So it would appear that I'm not as tech savvy as we all thought:having written quite a long post earlier, I've only gone and deleted the ruddy thing. Good work!
I can't remember exactly what I wrote but I can certainly give the gist:
1. Yesterday Fin and I did a very cool cooking course. We learnt how to make four very delicious things which I will probably reproduce in a shambolic and embarrassingly inaccurate fashion upon my return. The course was led by a indescribably cute vietnamese chef and a translator/guide, who, for some reason, found Fin and I pretty amusing. It was definitely a case of laughing at and not with. But it was a great day nonetheless.
2. Today, as it wasn't apocalyptic rain, we decided to hire mopeds. Clearly nothing could go wrong. Except that it did. First, within 2 minutes of leaving the rental place, we managed to get split up and I somehow got lost and ended up doing a few laps of a very small loop. After a shamefully long time, I found my way back to the hotel where Fin was waiting, looking entirely unsurprised that I'd taken so long to get back.

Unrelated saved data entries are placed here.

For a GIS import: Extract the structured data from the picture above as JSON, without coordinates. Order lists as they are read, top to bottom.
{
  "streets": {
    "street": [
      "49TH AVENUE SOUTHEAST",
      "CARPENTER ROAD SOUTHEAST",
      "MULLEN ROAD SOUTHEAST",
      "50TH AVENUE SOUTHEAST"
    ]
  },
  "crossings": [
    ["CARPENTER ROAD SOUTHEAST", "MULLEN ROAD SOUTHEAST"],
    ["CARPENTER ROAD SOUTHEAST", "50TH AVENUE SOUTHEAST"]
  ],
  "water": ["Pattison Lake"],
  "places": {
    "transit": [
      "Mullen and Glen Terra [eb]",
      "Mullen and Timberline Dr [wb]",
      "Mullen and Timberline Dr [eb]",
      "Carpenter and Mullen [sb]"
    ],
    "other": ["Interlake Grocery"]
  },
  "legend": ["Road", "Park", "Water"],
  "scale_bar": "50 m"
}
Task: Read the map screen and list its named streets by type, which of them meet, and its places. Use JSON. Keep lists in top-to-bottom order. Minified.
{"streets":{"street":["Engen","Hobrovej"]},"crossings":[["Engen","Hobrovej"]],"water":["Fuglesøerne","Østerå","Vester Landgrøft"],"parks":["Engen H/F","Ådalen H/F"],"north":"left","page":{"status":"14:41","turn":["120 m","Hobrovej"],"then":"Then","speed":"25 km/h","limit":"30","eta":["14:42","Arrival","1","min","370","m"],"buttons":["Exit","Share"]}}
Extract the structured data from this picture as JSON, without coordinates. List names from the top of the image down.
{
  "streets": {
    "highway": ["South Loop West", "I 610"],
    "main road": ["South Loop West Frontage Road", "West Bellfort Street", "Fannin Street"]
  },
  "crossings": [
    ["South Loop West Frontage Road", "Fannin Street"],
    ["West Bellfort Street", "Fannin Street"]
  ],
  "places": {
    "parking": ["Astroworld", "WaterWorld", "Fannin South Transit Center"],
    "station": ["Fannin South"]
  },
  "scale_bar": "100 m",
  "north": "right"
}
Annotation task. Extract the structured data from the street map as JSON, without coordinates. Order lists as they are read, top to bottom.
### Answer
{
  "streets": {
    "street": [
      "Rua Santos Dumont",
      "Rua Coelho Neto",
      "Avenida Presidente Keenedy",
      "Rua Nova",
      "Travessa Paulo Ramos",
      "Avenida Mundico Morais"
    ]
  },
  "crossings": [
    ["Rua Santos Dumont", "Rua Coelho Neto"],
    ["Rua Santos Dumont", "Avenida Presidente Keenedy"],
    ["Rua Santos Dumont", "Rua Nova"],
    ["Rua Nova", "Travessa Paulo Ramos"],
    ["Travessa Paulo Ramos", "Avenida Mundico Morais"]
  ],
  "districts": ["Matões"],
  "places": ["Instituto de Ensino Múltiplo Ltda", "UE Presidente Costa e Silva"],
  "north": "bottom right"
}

We then whizzed off to the beach. It wasn't exactly tropical but nice to be outside the city all the same. As we were almost the only people on the beach, we were a prime target for little ladies selling all manner of useless stuff: toothpick holders, keyrings, Mentos, tiger balm-you name, they probably had something vaguely similar but theirs was likely to be better and 'very very good price' because apparently, 12pm on a windy beach in winter is happy hour! The two women certainly had the gift of the gab: I caved with one and bought some tiger balm (why, why, why? It's now just stinking everything out!) and the other one gave Fin some very excellent romance advice: he should have at least 3, preferably 5, girlfriends. I think he appreciated the wise words.
The next exploration involved another beach. Not the nicest beach ever and the guy looking after the free scooter parking place (well I thought it was free) decided that, actually, it wasn't free. When I refused to pay, we had a sort of argument-as much as is possible when neither of us had a clue about the other's language-and I ended up giving him significantly less than he wanted. I'm totally convinced he cursed me (lots of angry eyes, muttering and hand gestures) when I drove off, but apparently I'm being dramatic. Moi? Dramatic? I don't think so.
So that is a condensed version of what I wrote earlier. It was quite an epic one so I'm annoyed at my own technical incompetence but c'est la VIE-etnam (remembered that great joke,though).
I have the advantage of having read "The Lost Blog" and can safely say your dimples will protect you from and angry spitting curses but obviously are of no use when it comes to your worryingly poor navigation skills!
ReplyDeleteTerrible joke, worthy of Andrew!